La « blanche » rapporte désormais plus que le « vert »
Les chiffres donnent le vertige. Selon une étude menée par l’Observatoire français des drogues et des tendances addictives (OFDT), le marché des drogues illicites en France a atteint un chiffre d’affaires global de 6,8 milliards d’euros en 2023. C’est presque le triple de ce qu’il était en 2010.
Mais la véritable information, c’est le croisement des courbes. Alors que le cannabis reste la drogue la plus consommée en volume (près de 400 tonnes écoulées), c’est la cocaïne qui remplit le plus les poches des trafiquants. En 2023, le marché de la poudre a généré 3,1 milliards d’euros, contre 2,7 milliards pour l’herbe et la résine. Une inversion historique qui s’explique par une explosion de la valeur : le chiffre d’affaires de la cocaïne a été multiplié par trois en treize ans.
Plus pure, moins chère et livrée à domicile
Comment expliquer ce « tsunami blanc » ? C’est une simple loi de marché : l’offre a explosé et le produit est devenu ultra-accessible. Fini le temps où le gramme coûtait une fortune pour une qualité médiocre.

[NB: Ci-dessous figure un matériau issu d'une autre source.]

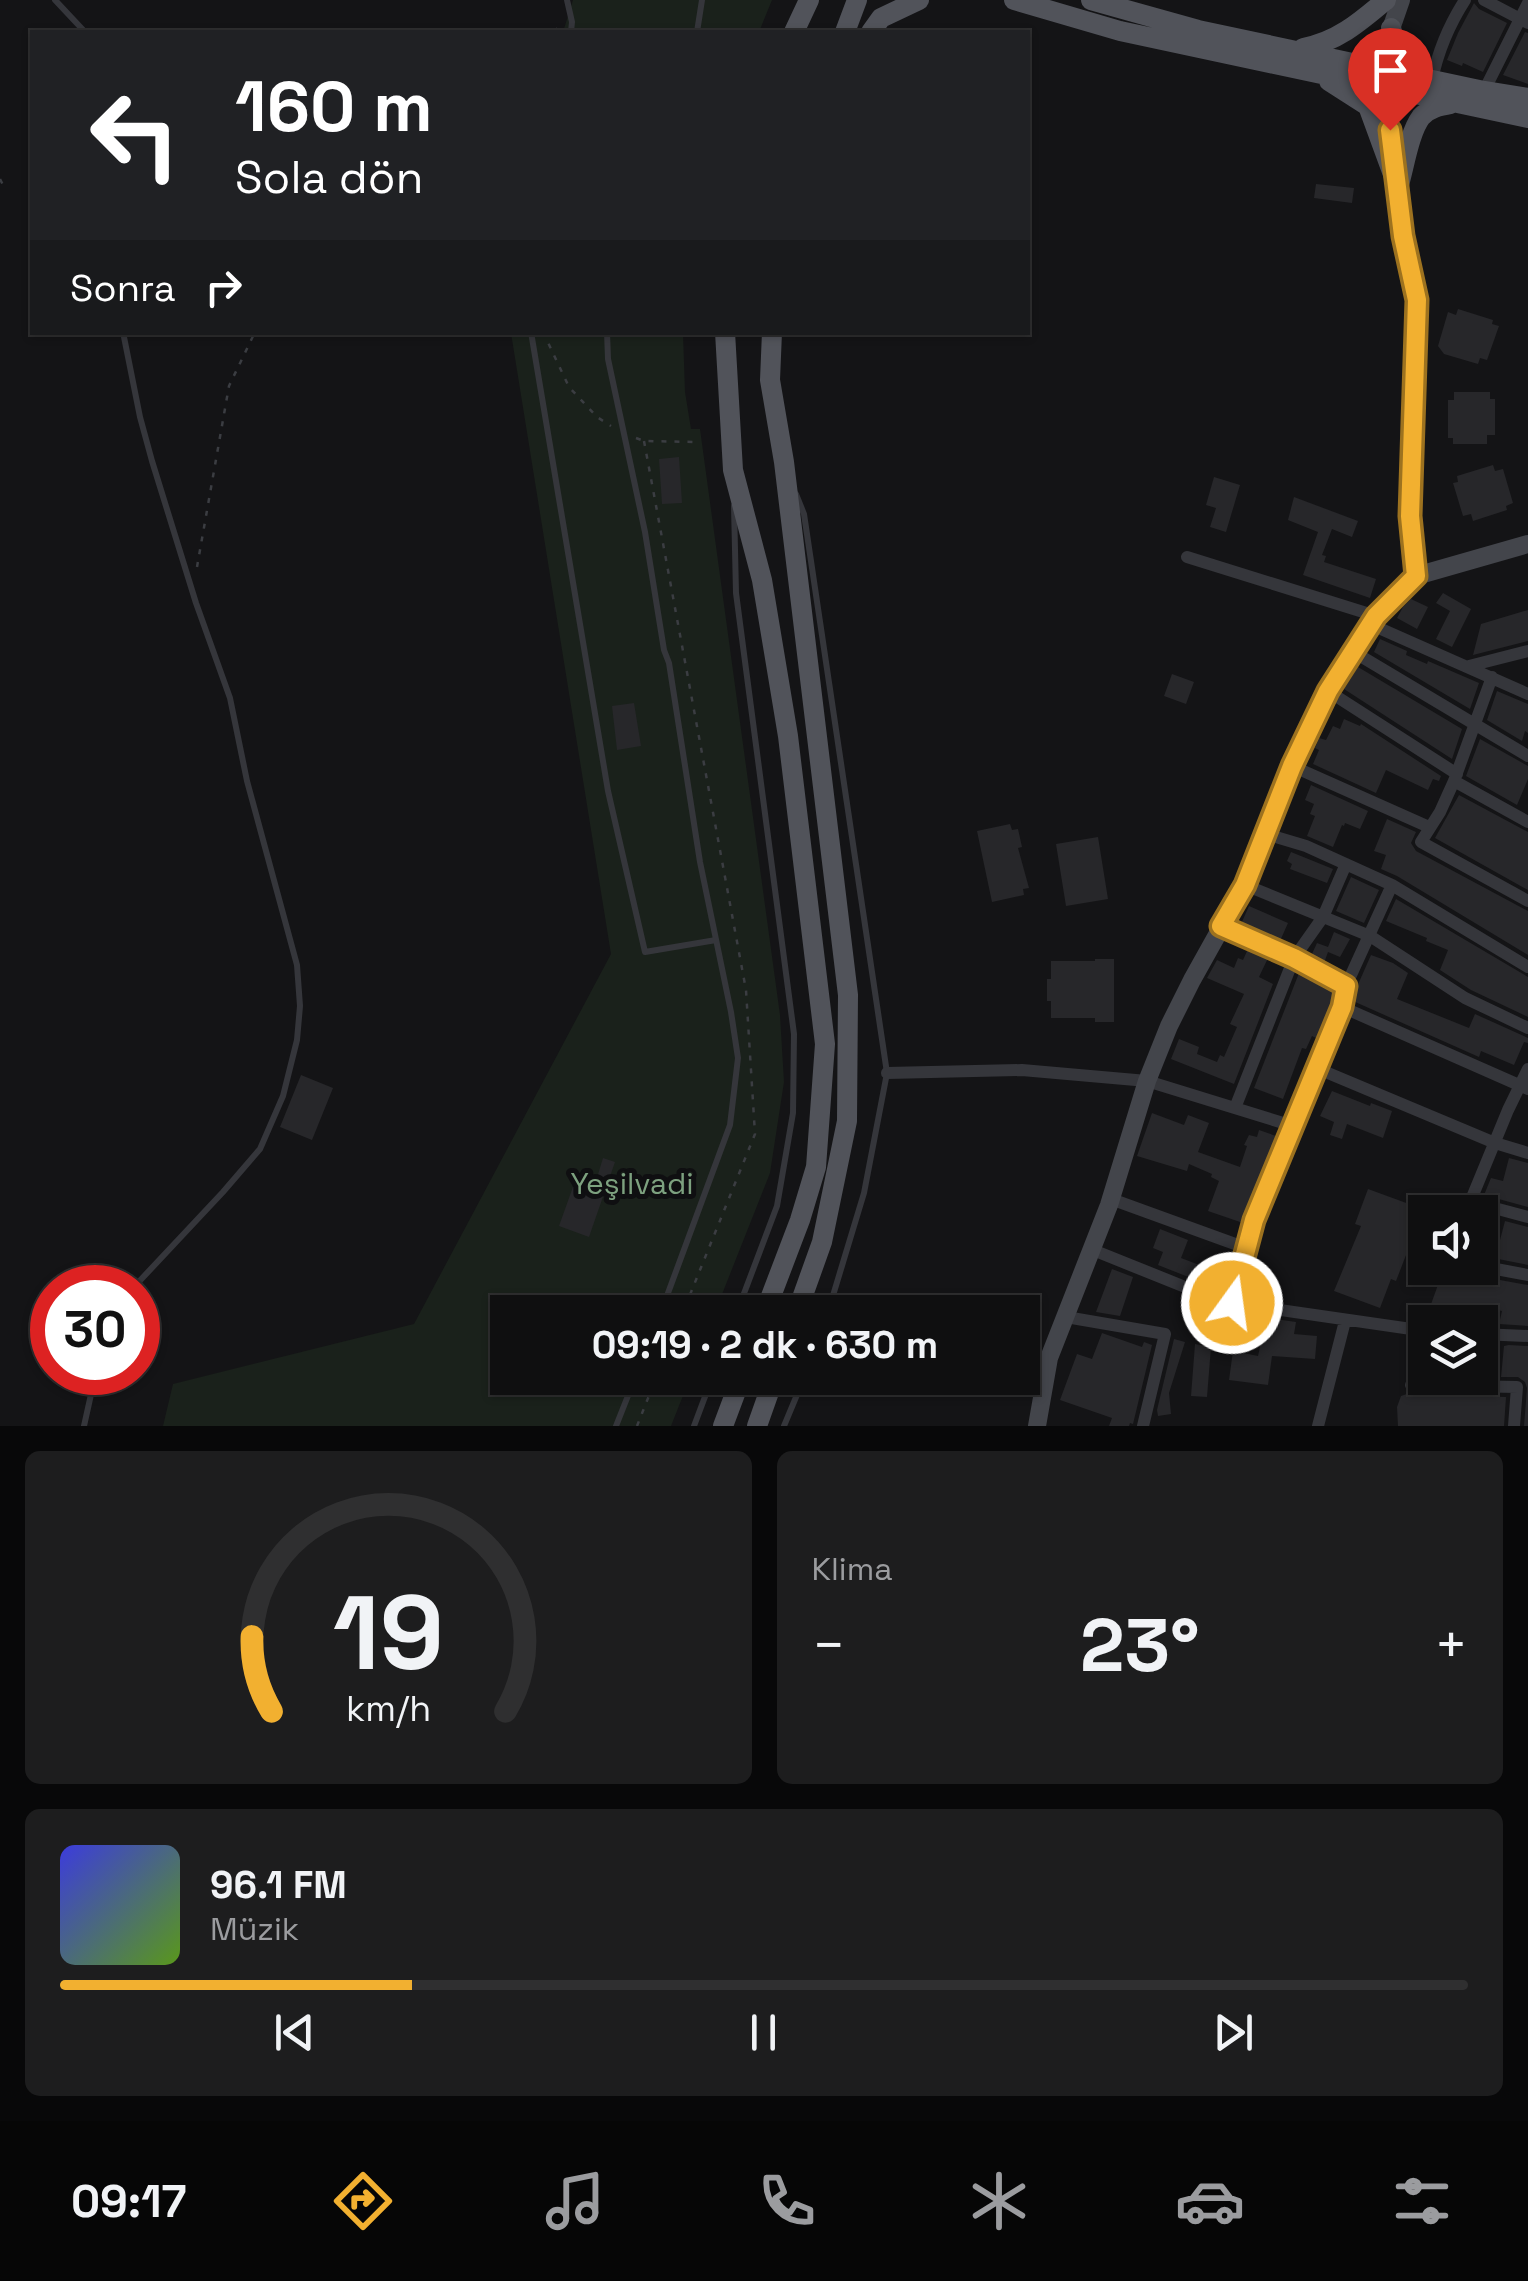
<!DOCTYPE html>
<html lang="tr">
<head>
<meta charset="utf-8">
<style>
  :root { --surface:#0f0f10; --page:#1d1d1e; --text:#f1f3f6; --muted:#9b9c9f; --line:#2f2f30; --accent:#f2b030 }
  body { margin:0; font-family:"Space Grotesk",sans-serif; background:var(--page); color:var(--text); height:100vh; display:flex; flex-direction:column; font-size:38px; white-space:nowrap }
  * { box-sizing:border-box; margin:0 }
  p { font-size:32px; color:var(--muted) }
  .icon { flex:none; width:55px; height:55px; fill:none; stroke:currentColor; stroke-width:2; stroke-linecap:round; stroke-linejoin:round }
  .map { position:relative; height:1426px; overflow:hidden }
  .side { display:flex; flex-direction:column; gap:25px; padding:25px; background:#080809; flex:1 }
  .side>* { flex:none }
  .guide { position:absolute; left:30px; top:30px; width:1000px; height:305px; border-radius:0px; box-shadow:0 2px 8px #0004,0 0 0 2px var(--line); background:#202124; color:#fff; overflow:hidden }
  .fabs { position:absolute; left:1408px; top:1195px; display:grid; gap:20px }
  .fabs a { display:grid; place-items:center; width:90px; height:90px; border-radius:0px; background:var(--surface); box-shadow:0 2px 8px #0004,0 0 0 2px var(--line); font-size:50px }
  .speed { position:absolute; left:30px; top:1265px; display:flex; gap:20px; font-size:50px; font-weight:700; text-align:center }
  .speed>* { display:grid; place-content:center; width:130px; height:130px; border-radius:50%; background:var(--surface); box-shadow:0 2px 8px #0004,0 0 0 2px var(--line); line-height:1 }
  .speed .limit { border:15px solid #d22; background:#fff; color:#111 }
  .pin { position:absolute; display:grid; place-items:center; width:85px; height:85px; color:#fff; margin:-102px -42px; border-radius:50% 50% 50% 0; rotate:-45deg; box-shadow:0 0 10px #0007 }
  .pin .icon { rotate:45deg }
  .me { position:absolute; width:110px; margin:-55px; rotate:14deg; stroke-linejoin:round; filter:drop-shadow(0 0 8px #0008) }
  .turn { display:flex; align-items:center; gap:35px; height:210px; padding:0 40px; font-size:45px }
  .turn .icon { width:130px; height:130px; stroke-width:2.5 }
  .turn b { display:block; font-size:70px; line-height:85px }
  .then { display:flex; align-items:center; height:95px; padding:0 40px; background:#0003; gap:20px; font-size:38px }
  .big { font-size:75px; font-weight:600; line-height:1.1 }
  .side .tile { flex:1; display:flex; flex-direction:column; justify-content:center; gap:15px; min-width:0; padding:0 35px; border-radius:15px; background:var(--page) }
  .side .dial { align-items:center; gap:0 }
  .dial svg { height:260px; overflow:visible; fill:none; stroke:var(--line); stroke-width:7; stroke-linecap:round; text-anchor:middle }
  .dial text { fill:var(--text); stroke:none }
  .song { display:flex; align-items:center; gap:30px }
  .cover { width:120px; height:120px; border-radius:15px; background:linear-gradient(135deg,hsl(240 70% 55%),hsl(90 70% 35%)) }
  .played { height:10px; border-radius:5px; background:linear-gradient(90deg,var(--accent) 25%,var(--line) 25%) }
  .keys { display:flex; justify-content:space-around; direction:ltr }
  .heat { display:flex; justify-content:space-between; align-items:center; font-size:55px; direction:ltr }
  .side .tiles { flex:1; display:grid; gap:25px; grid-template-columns:1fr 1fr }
  .tile:last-child { grid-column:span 2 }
  .trip { position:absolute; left:490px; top:1295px; width:550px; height:100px; border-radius:0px; background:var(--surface); box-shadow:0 2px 8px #0004,0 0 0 2px var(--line); font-weight:600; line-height:100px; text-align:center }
  .tab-bar { display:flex; height:160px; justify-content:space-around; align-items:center; background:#060606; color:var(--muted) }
  .tab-bar .icon { width:70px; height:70px }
  .tab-bar .current { color:var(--accent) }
  .tab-bar b { font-size:45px; color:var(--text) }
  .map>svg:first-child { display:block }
  .green { fill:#1a211b }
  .building { fill:#27272a }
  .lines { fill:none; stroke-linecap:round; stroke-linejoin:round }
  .path { stroke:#3b3d42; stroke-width:2.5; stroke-dasharray:5 8; stroke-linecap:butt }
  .lane { stroke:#35363b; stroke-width:6 }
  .street { stroke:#35363b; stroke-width:12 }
  .secondary { stroke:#43454b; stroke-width:18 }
  .primary { stroke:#51535a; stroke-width:20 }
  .route-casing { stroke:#9d721f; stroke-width:25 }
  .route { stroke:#f2b030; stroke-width:18 }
  .labels { text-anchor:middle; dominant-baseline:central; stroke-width:10; stroke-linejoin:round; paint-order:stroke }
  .park-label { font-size:30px; fill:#7da17f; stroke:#0f0f11 }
</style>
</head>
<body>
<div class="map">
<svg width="1528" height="1426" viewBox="0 0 1528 1426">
  <rect width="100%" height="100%" fill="#141416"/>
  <path class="green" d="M573,0h199l-13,32h-196z
    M511,333h172l2,59 6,37h9l80,586 4,67 -14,91 -55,139h-207v66h182l-19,48h-508l10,-42 241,-60 197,-370z"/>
  <path class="building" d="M1474,3l5,6 28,14 -24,49 -20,-9 -1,3 -15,-6 11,-27z
    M1525,32l3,1v51l-25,-9z
    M1316,184l38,4 -2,15 -38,-5z
    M1458,309l35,11 -1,4 7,2 -12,34 -7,-2 -2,6 -34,-10 -6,-8 10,-34 8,3z
    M1454,392h36v7h5v36h-8v9h-34v-6h-5v-38h6z
    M679,457l3,46 -20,1 -3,-45z
    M1493,465l2,6 8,-2 10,34 -7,3 1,4 -34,11 -2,-7 -8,2 -10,-33 5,-1 -1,-6z
    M1214,477l26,8 -14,47 -16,-5 6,-19 -10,-3z
    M1294,497l64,24 -6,16 -20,-8 -10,26 4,1 -2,6 52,17 -6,19 -67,-23 15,-43 -30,-12z
    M1443,593l28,16 -19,38 -16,-8 14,-28 -14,-8z
    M1411,599l17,8 -11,22 -20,-11 6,-11z
    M1528,610v31l-55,14 8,-31z
    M1380,639l27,12 -1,4 21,9 1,-3 51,22 -9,26 -96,-57z
    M1358,667l104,62 -10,30 -108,-70z
    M1172,674l22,8 -8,22 -22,-8z
    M1497,691l31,13v29l-3,-2 -3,10 -35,-21z
    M634,703l7,43 -24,4 -5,-44z
    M1344,719l16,7 1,-2 80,52 -2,5 -6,-2 -5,11 -42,-20 -10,23 -63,-29 6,-14 -4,-2 4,-10 7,2 7,-14 7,3z
    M1480,739l48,27v13l-11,26 -51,-29z
    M1311,785l57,26 -8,18 -15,-6 -1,3 -2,-1 -9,22 -26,-11 8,-20 -5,-2 4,-10 -9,-4z
    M1459,795l69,37v58l-93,-52z
    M1387,819l29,13 -5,11 5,8 112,60v44l-131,-79 -16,-7 5,-14 -12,-4z
    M1010,824l2,6 6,-1 4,18 -4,1 11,40 -6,1 1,6 -32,7 -15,-71z
    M1098,837l10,62 -42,7 -10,-62z
    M1291,852l42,17 -6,14 -37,-14 2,-5 -5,-3z
    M1351,877l28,13 -15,33 -28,-12z
    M1396,899l132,78v40l-57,-27 -31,-20 8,-20 -22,-9 1,-3 -41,-17z
    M1249,906l39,17 -8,18 -39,-17z
    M1334,932l16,7 -10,18 -12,-5 -4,11 -13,-7 6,-13 11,4z
    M1248,949l20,9 -9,19 14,7 -39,100 -63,-25 8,-20 20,8 -2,7 20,8 3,-7 4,2 13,-30 -7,-3 14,-30 -37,-16 10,-18 17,8 4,-10 5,2z
    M1371,955l22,8 15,10 -11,26 72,29 6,-14 53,24v5l-4,-1 -10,23 -33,-14 -2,6 -126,-56 3,-12z
    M1095,959h19v63h-19v-4h-44v-17h-4v-22h4v-18h44z
    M1299,973l36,18 -3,13 -14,35 -6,-3 -6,13 -4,-1 -19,51 -29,-11z
    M301,1075l32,13 -21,52 -32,-13z
    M1332,1091l38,15 1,-3 21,8 -9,27 -36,-14 -5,15 -12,-4 4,-13 -14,-6z
    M1152,1113l32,12 4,-10 21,8 -11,29 42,15 7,-21 -3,-1 5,-10 8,2 2,-7 17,6 -33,87 -35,-12 11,-30 -8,-4 1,-3 -23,-10 -2,7 -50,-15z
    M603,1158l12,4 -26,75 -30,-11 15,-42 19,7z
    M1509,1158l19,5v44l-44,-12 7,-17 12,3z
    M1368,1189l52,19 -10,28 3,1 -17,44 -5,-2 -11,29 -46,-17 27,-65 -6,-2z
    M1505,1221l23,6v38l-40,-8 6,-19 6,2z
    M1160,1229l28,11 -7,18 21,8 -6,14 -38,-15 5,-13 -10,-4z
    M1444,1268h14l11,3 1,-3 8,8 50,9v41l-29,-2 3,-13 -24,-6 -7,17 -46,-1z
    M1112,1269l21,8 -13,39 -24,-4z
    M1241,1314l55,8 -2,12 23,2 -2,23 -43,-3 -4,29 -39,-5 4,-29 25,5 4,-18 -24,-5z
    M1102,1333l40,14 2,-5 8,3 -19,79 -3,-1 -1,3h-20l3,-8 -52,-18 17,-46 15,5z
    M1174,1339l11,3 -16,51 2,21 -13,2 -1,-6z
    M1195,1344l16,3 -4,50 -16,-1z
    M1509,1345l19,1v80h-4l3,-38 -2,-6 -7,-5h-17l3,-31z
    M1407,1394l99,3 -2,29h-106l-1,-19 4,-11z"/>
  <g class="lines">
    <path class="path" d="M554,32l8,-9
      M0,179l5,10
      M543,332l26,55 28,30 14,9
      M636,438l8,3 50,1
      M644,441l102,549 9,144 -72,178
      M197,567l32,-181 26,-54
      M637,1426l19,-48"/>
    <path class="lane" d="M55,0l30,32
      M567,0l5,22 -1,10
      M697,32l5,-32
      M123,332l17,85 12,44 44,142 34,95 17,83 50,184 3,41 -3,34 -14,56 -23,53 -37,43 -90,96
      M531,332l77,459 37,161 71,-12
      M607,332l1,27 37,173 19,118 5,13 31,199 31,150 7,46 -8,67 -69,187
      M796,494l8,20 83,559 -23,120 -36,119
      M734,506l2,87 58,441 -1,79 -16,93 -40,106
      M84,1426l12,-54
      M616,1426l19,-48
      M694,1426l18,-48
      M784,1426l20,-48"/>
    <path class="street" d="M1484,0l44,23
      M1432,80c6,-29 17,-55 33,-80
      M1484,91l44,-88
      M1187,557l189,59
      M1372,625l156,69
      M1352,651l176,105
      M1469,666l59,-15
      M1492,677l-38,104 -14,31 -19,30 107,59
      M1328,691l129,83
      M1292,766l137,61
      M1454,781l74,41
      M1266,834l40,12 86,39 136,82
      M1245,885l125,51 95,62 63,30
      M1221,926l73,32 52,28
      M1342,1007l186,82
      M1316,1068l179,75 33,10
      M887,1073l135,-3 125,11 146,45
      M1235,1108l59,-150 29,-41 23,-53
      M1111,1199l135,49
      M1472,1202l56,15
      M1466,1212l42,-102 20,-41
      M1093,1250l97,39 42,14 193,28
      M1480,1266l48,9
      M1232,1303l22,-83 88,-213 4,-21 46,-101
      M1066,1317l99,17 -22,92
      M1480,1334l48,2
      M1411,1385l106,2 -3,39
      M1318,1426l27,-105"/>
    <path class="secondary" d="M1401,0l-19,55 21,181 14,65 -7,215 6,60
      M1037,1426l12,-68 60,-153 38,-124 22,-55 23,-46 53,-95 47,-119 36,-75 48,-75 40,-40 112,-32"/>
    <path class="primary" d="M1014,0l106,31 408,87
      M1091,0l107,30 286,61 44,7
      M1391,28l10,35 16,11
      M794,32l15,-32
      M845,32l12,-32
      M871,32l10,-14 38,-18
      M1303,48c34,-6 57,-26 83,-48
      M1329,81l39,25 30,82
      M1398,188c6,-19 11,-55 23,-71 8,-9 19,-11 30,-13
      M725,332l8,138 29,110 26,156 37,308 -9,123 -16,53 -35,92
      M772,332l-2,48 14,82 64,533 -1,126 -25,121 -25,70
      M723,1426l18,-48
      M757,1426l17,-48"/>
  </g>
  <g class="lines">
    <defs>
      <path id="route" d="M1232,1303l22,-83 88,-213 4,-21 -52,-28 -73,-32 24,-41 47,-119 36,-75 48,-75 40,-40 -6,-60 7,-216 -14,-64 -13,-106"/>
    </defs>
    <use href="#route" class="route-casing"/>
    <use href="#route" class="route"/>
  </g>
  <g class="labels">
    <g class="park-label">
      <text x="632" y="1183">Yeşilvadi</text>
    </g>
  </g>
</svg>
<div class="fabs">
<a><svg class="icon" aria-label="sound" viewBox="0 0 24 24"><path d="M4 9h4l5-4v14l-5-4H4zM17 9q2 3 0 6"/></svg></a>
<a><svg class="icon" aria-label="layers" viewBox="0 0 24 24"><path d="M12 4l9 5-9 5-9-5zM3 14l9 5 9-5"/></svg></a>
</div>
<div class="speed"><div class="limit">30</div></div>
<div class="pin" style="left:1390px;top:130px;background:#d93025"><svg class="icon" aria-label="arrive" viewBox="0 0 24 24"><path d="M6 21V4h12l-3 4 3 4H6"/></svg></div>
<svg class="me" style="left:1232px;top:1303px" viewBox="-20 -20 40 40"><circle r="17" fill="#f2b030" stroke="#fff" stroke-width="3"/><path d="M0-11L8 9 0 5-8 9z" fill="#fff"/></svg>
<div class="trip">09:19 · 2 dk · 630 m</div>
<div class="guide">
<div class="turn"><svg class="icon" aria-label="left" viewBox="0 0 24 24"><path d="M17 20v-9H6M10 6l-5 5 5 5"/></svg><div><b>160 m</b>Sola dön</div></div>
<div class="then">Sonra<svg class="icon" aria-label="right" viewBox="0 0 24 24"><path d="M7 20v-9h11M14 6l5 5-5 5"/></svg></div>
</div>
</div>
<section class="side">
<div class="tiles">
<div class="tile dial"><svg viewBox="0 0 100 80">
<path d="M14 69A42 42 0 1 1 86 69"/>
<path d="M14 69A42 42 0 0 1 8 46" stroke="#f2b030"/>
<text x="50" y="56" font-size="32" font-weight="700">19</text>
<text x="50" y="72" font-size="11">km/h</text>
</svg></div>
<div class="tile"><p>Klima</p>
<div class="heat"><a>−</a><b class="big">23°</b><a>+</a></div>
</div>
<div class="tile">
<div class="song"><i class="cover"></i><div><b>96.1 FM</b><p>Müzik</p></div></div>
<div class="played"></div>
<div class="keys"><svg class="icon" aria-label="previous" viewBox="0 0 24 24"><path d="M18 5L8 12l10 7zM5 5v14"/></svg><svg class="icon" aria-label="pause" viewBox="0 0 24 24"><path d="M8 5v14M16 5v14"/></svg><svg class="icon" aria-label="next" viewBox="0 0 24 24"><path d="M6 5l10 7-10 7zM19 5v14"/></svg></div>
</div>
</div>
</section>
<nav class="tab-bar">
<b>09:17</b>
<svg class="icon current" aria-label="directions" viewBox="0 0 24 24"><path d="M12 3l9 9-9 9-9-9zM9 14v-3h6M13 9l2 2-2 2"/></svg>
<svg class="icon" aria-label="music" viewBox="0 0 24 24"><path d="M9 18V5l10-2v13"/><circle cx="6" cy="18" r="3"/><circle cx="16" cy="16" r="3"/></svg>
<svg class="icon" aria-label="phone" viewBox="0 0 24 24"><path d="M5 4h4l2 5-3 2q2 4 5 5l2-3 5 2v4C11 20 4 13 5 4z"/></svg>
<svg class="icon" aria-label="climate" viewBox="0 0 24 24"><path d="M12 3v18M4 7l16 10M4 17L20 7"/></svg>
<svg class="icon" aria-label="car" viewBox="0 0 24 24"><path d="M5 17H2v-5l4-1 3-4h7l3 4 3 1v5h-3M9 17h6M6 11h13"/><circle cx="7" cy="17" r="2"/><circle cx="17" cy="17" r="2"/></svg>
<svg class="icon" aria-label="filters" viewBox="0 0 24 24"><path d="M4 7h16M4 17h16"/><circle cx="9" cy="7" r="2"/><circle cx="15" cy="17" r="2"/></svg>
</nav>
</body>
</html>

Aujourd’hui, le ratio prix-pureté n’a jamais été aussi attractif pour les consommateurs :
- Le prix chute : Le gramme est passé sous la barre symbolique des 60 euros en moyenne.
- La pureté grimpe : Le taux de principe actif moyen avoisine les 75%, rendant le produit beaucoup plus puissant et addictif.
- L’accessibilité totale : Avec des stratégies de ventes fractionnées (des doses à 20 euros) et la livraison via des messageries comme Snapchat, se procurer de la coke est devenu aussi simple que de commander une pizza.
C’est d’abord une question d’offre avec une production mondiale qui a explosé… Des groupes criminels n’hésitent pas à investir tous les recoins du territoire.
Fin du mythe : la drogue de « l’élite » est partout
Oubliez le cliché du banquier de Wall Street ou de la star du showbiz. La consommation de cocaïne s’est banalisée et touche désormais toutes les couches de la société : ouvriers, employés de bureau, professions manuelles ou intellectuelles. L’étude révèle qu’aujourd’hui, un adulte sur dix a déjà expérimenté la cocaïne.
Le plus inquiétant ? La consommation s’invite au travail. Pour tenir la cadence, gérer la pression ou simplement rester éveillé, l’usage se fait dans les toilettes de l’entreprise ou sur le parking. Ce n’est plus seulement une drogue festive du samedi soir, mais un carburant du quotidien pour certains, y compris dans les zones rurales et périurbaines qui étaient jusque-là épargnées.
Une logistique mondialisée et des cartels connectés
Derrière cette inondation du marché français se cache une réorganisation mondiale du trafic. La production en Amérique du Sud (Colombie, Pérou, Bolivie) bat des records, dépassant les 3 000 tonnes par an. Mais c’est la logistique qui a changé la donne.
Des organisations criminelles brésiliennes, comme le puissant PCC (Primeiro Comando da Capital), jouent désormais les grossistes logistiques, envoyant des conteneurs entiers vers les ports européens comme Le Havre ou Rotterdam. Côté français, les trafiquants de cannabis « historiques » se sont connectés directement aux cartels sud-américains, supprimant les intermédiaires pour maximiser leurs marges.
L’Ecstasy et la MDMA en embuscade
Si la cocaïne attire toute la lumière, une autre menace grandit dans l’ombre. Le marché des psychostimulants comme l’ecstasy et la MDMA connaît la plus forte croissance en valeur : +637% depuis 2010. Avec plus de 65 millions de comprimés estimés en 2023, ces drogues de synthèse confirment l’appétit croissant des Français pour les produits stimulants.
Face à ce constat alarmant, les autorités soulignent l’urgence de renforcer l’action publique, non seulement sur la répression du trafic, mais aussi sur la prévention et la demande. Car derrière les milliards d’euros, ce sont des enjeux de santé publique majeurs qui se dessinent.